Work task >> Search the lines of the records for the word "function", and copy every line that has it.

Given records >>
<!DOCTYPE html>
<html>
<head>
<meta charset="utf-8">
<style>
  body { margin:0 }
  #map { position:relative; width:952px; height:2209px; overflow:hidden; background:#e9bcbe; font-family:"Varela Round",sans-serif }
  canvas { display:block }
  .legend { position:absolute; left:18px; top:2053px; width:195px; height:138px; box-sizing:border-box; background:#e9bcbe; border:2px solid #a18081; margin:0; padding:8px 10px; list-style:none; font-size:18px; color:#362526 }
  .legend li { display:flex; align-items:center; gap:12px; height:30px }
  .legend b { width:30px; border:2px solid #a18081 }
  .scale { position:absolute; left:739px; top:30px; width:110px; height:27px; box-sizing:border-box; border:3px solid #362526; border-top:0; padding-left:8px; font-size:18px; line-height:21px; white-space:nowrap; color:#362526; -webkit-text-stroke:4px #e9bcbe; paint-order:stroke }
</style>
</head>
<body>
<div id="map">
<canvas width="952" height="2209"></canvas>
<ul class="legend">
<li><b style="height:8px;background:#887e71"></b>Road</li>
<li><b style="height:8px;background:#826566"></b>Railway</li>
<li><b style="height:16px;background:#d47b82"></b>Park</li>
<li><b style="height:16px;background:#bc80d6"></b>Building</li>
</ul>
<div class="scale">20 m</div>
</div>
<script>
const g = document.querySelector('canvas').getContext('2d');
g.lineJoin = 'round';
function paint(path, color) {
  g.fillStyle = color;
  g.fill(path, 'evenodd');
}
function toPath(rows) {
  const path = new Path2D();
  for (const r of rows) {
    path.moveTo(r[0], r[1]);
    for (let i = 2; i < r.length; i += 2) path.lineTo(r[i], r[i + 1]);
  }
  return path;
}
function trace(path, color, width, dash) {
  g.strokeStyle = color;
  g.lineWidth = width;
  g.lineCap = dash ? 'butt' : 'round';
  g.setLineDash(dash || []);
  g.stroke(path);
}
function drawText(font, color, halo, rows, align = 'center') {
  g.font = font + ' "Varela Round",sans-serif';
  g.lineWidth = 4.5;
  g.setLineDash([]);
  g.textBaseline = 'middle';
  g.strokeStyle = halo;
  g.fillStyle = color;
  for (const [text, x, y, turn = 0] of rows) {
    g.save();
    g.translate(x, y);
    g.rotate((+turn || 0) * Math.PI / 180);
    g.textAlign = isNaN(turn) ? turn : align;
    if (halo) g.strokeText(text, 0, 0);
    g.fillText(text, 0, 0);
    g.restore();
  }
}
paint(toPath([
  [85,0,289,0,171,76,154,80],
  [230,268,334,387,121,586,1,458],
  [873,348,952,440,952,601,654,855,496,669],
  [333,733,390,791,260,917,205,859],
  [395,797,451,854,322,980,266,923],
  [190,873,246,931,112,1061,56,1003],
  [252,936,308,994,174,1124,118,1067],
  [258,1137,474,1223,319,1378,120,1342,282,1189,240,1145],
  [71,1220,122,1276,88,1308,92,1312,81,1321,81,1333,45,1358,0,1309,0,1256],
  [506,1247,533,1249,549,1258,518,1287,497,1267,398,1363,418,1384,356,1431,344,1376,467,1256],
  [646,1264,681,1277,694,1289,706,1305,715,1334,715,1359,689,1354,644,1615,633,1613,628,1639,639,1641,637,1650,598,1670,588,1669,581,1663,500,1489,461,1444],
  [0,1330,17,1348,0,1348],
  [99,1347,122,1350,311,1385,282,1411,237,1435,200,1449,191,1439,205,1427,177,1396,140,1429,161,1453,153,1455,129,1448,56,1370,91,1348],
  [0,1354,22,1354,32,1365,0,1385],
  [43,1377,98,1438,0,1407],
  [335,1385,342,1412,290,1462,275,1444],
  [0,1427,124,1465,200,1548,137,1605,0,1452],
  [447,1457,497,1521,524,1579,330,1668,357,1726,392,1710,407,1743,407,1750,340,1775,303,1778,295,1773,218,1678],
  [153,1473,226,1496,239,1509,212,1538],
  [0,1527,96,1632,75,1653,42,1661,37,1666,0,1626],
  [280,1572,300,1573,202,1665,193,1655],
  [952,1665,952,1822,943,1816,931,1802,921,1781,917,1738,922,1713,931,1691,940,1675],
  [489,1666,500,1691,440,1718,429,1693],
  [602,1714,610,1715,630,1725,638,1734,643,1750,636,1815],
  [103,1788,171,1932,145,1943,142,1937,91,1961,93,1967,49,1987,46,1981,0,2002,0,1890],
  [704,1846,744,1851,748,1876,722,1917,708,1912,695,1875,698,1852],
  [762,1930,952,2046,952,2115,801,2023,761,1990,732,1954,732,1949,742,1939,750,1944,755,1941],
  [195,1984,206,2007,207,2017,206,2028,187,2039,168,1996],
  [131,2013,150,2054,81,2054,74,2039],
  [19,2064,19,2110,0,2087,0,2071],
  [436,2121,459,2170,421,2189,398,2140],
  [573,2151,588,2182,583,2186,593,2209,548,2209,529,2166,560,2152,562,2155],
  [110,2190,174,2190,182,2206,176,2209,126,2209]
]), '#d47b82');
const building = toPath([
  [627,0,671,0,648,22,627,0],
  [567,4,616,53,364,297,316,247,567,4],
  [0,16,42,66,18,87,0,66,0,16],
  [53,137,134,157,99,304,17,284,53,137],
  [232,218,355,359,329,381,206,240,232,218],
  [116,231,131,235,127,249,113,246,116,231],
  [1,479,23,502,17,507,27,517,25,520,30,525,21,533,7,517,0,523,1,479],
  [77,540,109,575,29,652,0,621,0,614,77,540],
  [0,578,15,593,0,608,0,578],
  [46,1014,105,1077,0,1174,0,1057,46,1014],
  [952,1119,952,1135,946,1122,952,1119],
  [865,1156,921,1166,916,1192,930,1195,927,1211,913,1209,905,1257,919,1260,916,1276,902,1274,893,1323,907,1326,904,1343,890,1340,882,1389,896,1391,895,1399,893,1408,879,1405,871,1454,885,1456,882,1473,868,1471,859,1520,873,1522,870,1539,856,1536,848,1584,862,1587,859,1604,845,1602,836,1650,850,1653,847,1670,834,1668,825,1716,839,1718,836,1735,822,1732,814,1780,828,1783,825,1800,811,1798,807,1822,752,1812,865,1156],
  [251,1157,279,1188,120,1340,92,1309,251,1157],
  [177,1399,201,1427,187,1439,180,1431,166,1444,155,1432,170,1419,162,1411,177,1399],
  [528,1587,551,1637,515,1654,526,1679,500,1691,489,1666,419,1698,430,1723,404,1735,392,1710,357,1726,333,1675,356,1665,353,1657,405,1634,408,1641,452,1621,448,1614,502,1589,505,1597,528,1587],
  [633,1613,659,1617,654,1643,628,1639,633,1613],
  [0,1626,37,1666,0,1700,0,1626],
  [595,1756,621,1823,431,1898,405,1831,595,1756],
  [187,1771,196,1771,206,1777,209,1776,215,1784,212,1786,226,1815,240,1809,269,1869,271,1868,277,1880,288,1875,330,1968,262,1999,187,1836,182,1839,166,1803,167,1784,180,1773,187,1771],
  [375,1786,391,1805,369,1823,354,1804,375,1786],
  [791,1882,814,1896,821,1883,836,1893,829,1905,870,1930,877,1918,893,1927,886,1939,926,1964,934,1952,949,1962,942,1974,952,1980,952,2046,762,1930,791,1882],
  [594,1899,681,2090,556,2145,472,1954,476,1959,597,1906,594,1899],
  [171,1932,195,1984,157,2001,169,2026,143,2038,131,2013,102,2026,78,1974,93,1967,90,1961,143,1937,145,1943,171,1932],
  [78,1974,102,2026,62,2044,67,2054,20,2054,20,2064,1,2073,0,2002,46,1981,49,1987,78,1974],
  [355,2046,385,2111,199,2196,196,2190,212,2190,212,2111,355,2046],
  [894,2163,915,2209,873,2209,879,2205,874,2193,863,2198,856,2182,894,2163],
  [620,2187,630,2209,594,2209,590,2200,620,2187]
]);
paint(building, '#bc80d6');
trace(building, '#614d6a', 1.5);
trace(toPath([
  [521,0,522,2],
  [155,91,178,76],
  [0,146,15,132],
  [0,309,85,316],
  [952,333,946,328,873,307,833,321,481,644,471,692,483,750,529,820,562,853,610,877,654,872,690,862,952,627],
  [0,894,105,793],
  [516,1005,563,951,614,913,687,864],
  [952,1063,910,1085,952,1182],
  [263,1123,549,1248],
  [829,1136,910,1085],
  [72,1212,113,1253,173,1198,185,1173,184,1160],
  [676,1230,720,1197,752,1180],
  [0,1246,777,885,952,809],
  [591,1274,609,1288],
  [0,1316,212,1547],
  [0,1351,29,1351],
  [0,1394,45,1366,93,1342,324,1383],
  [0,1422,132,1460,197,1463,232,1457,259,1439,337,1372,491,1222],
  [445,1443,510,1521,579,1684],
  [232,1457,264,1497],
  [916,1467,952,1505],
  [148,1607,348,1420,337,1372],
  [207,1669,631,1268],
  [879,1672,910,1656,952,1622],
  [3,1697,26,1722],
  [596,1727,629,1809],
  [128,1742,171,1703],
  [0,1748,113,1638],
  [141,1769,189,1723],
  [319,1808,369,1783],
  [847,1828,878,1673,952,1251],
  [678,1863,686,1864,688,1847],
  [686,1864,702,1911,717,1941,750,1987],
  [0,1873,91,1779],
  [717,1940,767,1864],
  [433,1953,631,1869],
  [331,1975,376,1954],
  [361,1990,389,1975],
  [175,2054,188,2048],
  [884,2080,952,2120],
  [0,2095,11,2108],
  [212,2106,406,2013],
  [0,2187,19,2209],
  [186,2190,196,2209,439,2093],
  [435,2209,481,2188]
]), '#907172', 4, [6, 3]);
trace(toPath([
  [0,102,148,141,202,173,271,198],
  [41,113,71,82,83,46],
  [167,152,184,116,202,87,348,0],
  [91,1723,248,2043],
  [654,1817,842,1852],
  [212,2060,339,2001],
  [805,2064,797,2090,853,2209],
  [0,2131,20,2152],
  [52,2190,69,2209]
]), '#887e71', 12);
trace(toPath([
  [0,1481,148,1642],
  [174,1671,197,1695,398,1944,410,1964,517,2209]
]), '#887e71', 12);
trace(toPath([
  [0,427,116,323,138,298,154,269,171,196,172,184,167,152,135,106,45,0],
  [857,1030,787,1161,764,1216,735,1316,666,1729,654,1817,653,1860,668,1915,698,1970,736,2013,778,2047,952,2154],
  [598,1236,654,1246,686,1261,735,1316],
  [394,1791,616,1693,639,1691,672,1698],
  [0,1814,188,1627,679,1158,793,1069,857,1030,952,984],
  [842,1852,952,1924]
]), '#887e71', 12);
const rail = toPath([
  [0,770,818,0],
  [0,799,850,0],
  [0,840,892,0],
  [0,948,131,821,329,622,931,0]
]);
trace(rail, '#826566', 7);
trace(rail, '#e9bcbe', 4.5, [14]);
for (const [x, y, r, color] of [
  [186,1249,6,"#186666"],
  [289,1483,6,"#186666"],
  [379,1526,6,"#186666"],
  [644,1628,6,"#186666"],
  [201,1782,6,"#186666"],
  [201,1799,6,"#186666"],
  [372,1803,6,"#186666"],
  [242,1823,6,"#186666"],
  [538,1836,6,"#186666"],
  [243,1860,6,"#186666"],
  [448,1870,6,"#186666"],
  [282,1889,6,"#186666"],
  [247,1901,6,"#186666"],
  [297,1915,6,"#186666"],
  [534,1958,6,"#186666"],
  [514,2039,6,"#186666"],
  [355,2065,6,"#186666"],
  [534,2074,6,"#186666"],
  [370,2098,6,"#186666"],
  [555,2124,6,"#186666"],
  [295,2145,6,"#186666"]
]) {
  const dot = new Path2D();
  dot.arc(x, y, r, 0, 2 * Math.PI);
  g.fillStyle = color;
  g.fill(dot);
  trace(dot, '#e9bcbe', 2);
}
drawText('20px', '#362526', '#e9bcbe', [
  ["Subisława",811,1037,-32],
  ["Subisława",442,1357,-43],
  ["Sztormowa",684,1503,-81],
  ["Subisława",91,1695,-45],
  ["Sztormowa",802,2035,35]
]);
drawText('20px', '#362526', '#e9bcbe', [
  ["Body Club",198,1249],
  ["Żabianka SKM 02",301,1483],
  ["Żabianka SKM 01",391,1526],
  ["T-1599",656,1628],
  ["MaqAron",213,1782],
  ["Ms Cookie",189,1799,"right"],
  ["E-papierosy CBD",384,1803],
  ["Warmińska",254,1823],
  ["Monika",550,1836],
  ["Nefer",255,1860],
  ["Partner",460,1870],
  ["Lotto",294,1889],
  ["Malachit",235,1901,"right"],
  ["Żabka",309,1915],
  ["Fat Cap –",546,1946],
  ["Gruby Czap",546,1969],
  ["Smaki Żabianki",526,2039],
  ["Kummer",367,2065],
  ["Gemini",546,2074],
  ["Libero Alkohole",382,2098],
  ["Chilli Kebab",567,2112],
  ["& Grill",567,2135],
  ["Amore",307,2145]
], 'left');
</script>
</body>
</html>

Exercise solution >>
function paint(path, color) {
function toPath(rows) {
function trace(path, color, width, dash) {
function drawText(font, color, halo, rows, align = 'center') {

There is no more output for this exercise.